Material supplied below:

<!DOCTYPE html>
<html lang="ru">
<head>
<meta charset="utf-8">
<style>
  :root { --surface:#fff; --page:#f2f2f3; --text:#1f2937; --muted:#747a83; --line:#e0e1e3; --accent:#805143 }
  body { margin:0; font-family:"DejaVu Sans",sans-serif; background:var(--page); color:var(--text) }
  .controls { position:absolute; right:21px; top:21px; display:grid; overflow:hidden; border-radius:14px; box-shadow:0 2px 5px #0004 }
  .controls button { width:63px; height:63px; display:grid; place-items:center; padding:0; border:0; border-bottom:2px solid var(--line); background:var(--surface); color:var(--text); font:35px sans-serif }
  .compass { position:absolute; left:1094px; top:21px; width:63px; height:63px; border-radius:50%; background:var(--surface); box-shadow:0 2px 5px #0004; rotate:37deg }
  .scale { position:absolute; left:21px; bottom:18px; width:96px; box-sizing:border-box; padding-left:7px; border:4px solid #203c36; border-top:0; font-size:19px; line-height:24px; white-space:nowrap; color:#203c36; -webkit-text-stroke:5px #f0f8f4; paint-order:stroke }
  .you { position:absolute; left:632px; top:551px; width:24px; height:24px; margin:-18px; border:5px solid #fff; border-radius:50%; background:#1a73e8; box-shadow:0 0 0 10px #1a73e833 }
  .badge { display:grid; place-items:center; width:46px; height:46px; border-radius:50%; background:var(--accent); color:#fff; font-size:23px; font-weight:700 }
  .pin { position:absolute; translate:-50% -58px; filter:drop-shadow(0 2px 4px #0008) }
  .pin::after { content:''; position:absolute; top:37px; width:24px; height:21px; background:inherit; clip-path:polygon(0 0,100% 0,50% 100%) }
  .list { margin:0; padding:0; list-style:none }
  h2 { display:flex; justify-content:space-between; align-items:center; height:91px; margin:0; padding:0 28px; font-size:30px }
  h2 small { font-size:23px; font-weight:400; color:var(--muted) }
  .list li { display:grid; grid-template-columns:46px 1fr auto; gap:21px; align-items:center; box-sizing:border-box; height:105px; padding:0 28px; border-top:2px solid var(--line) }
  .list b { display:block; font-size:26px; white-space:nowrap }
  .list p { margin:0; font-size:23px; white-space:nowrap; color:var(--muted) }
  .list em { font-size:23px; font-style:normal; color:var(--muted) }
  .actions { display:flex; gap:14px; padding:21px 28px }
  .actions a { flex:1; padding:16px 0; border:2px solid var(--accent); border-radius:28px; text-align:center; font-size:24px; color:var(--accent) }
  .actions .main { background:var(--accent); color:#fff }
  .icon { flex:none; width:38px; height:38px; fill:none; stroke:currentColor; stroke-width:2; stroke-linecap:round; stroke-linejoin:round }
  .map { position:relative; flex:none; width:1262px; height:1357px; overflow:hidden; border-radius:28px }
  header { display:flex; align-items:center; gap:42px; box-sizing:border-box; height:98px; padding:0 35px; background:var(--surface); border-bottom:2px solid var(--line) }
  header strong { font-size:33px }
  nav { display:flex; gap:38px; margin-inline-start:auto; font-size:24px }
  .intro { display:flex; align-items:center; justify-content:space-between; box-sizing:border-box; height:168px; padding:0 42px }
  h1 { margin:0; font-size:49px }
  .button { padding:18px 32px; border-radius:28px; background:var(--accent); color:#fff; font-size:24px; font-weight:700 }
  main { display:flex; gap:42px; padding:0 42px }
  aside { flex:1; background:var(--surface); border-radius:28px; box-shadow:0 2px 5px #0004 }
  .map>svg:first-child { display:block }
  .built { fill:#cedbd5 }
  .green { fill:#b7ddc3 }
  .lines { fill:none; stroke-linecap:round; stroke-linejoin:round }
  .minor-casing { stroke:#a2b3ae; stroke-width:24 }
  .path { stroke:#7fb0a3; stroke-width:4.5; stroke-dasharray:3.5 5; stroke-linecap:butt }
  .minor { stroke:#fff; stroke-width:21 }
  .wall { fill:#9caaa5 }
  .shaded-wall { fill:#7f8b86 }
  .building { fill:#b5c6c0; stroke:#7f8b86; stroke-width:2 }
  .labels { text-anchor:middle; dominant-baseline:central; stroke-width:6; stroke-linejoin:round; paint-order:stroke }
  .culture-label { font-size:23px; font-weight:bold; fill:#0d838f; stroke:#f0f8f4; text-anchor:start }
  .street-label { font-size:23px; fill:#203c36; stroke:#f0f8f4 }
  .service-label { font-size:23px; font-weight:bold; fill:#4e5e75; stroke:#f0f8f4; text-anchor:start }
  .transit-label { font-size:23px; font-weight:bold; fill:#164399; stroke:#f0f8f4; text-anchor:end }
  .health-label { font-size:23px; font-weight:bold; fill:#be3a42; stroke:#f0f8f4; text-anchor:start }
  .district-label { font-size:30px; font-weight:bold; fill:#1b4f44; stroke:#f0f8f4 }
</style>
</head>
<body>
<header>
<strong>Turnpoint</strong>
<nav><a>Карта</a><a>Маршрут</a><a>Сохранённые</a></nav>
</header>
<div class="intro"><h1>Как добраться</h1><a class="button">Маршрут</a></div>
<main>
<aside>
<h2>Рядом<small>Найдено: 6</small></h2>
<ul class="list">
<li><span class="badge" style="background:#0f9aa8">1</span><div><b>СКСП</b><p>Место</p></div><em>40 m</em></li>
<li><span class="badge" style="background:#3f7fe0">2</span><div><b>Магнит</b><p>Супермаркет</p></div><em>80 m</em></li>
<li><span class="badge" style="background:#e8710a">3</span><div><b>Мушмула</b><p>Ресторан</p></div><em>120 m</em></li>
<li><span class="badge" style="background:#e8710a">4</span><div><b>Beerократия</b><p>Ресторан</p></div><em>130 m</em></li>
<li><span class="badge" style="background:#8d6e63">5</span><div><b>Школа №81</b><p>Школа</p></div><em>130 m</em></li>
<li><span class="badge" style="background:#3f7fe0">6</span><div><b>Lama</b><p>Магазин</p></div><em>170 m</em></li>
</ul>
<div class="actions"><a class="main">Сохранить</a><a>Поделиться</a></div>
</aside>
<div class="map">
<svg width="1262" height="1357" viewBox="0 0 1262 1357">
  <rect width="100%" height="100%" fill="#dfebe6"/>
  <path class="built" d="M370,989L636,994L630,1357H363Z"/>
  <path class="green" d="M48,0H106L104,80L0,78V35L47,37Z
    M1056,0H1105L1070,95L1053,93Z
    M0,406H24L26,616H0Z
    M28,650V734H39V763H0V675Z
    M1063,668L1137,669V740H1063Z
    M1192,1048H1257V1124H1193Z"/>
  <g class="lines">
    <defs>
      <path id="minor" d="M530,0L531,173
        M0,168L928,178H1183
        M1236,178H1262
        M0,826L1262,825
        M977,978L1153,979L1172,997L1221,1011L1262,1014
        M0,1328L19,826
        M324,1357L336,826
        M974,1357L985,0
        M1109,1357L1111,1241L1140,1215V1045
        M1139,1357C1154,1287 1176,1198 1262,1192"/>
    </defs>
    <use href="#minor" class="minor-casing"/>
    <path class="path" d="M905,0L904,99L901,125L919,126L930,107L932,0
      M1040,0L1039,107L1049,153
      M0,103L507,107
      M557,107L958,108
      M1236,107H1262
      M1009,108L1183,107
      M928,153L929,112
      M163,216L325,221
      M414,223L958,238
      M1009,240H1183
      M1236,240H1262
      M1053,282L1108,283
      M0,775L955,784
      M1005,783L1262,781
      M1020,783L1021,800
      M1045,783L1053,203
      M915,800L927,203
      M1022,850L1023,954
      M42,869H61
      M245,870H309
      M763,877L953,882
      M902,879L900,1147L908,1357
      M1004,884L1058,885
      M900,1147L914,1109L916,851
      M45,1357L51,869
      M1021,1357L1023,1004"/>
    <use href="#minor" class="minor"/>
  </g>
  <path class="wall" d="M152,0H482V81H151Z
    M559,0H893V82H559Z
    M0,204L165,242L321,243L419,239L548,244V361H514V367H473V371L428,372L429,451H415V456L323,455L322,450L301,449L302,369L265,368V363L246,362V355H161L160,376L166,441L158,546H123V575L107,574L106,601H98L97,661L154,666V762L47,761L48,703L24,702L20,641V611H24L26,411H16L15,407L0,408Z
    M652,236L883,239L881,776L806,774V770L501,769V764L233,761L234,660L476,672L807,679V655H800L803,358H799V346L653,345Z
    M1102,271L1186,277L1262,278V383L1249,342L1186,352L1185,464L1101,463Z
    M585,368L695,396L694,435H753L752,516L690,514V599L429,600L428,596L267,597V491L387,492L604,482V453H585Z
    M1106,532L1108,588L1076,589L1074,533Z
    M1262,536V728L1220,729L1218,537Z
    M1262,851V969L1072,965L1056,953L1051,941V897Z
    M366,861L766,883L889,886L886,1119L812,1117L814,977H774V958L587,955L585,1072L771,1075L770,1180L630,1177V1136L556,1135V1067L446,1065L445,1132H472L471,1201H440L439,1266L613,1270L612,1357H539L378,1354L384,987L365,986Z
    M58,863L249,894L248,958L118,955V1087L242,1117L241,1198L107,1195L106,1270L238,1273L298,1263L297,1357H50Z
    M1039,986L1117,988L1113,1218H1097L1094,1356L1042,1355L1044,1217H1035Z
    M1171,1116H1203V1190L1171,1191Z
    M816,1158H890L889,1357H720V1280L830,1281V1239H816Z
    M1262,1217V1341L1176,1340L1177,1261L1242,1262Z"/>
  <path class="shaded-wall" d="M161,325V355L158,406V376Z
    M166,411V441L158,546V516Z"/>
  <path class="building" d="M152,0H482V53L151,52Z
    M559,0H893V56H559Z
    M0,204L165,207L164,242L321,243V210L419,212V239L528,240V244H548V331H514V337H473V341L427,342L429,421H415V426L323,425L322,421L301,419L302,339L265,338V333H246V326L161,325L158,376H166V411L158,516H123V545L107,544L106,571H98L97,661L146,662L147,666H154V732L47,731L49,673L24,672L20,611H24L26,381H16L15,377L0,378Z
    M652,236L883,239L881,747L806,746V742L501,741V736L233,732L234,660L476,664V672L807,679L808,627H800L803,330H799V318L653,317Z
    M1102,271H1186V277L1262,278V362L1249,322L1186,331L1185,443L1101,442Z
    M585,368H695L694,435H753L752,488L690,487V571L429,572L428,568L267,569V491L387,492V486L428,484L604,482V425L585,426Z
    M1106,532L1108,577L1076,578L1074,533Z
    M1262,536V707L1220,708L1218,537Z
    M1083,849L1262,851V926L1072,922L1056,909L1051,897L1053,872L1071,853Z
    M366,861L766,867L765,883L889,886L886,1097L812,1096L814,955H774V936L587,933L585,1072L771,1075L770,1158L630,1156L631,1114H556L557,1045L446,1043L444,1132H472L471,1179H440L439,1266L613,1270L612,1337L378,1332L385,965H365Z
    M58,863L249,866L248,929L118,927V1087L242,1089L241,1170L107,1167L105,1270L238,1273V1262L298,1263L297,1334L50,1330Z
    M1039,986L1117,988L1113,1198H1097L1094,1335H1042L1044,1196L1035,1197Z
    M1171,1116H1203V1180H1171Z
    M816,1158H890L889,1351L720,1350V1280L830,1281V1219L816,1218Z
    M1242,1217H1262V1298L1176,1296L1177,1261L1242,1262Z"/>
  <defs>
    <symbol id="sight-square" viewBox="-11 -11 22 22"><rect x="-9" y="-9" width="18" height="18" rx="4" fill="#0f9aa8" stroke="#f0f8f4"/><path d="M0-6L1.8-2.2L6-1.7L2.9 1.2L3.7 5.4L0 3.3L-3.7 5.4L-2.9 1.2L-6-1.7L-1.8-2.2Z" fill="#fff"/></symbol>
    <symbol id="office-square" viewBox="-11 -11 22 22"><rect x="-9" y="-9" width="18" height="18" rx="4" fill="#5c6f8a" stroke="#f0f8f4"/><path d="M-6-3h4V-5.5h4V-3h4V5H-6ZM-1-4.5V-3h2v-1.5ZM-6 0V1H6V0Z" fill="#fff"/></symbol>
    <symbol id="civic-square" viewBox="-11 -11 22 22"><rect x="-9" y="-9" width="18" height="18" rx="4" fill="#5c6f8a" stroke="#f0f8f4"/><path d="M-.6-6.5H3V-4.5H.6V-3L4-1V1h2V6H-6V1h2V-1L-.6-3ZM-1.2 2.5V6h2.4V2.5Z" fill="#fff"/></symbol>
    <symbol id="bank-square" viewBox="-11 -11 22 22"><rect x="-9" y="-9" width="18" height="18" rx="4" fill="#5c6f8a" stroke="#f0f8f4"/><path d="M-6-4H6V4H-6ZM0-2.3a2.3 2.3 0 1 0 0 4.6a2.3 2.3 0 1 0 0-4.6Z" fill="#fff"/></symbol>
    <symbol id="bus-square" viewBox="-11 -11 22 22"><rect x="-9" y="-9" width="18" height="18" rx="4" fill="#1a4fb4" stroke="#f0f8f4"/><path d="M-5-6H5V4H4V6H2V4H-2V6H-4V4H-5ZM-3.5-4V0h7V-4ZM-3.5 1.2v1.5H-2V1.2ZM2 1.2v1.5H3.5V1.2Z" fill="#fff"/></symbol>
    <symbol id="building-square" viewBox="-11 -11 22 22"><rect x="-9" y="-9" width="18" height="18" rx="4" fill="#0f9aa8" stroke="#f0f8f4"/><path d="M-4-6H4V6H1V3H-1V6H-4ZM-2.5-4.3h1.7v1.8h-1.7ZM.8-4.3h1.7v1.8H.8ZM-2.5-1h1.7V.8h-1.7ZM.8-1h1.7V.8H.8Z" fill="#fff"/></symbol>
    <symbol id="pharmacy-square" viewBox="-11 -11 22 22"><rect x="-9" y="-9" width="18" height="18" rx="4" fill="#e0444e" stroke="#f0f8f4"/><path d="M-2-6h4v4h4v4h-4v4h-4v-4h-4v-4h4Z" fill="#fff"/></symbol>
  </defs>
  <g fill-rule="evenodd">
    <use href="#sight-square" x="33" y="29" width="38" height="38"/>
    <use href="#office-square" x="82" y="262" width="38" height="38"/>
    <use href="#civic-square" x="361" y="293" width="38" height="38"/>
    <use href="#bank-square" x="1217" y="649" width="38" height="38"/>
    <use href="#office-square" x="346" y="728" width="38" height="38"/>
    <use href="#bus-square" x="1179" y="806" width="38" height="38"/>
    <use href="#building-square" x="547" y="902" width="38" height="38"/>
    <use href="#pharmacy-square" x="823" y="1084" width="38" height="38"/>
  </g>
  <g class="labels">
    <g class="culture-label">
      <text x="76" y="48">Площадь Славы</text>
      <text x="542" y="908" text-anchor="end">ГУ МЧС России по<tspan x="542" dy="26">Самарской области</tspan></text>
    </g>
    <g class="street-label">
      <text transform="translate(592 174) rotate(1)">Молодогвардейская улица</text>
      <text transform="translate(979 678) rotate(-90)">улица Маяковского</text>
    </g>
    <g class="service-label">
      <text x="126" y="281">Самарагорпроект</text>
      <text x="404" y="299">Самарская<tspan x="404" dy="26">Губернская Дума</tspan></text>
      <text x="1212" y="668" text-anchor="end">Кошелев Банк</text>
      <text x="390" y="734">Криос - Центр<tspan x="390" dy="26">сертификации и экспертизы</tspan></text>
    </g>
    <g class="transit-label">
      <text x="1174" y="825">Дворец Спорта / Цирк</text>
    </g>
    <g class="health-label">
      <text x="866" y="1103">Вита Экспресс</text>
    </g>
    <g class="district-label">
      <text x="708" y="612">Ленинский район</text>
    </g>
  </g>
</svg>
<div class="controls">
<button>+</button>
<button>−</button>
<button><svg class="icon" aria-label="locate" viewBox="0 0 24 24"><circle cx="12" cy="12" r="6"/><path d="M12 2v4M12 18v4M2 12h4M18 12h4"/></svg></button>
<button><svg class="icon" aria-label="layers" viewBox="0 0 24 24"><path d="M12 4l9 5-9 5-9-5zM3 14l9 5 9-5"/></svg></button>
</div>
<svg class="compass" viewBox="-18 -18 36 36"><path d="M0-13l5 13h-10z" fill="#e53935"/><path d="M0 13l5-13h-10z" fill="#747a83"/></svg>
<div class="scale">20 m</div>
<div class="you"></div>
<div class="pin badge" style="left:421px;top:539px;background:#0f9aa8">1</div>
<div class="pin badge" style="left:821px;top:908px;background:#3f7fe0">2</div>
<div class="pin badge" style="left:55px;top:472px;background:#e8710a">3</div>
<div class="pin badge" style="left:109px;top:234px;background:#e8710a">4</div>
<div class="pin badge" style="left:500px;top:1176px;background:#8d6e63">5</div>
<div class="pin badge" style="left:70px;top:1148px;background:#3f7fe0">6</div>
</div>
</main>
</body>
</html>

End of Material supplied.

▸ **Goal of the exercise**: Across the data above, how many lines carry the word "body"? Only the number is needed.

▸ **Result below**: 3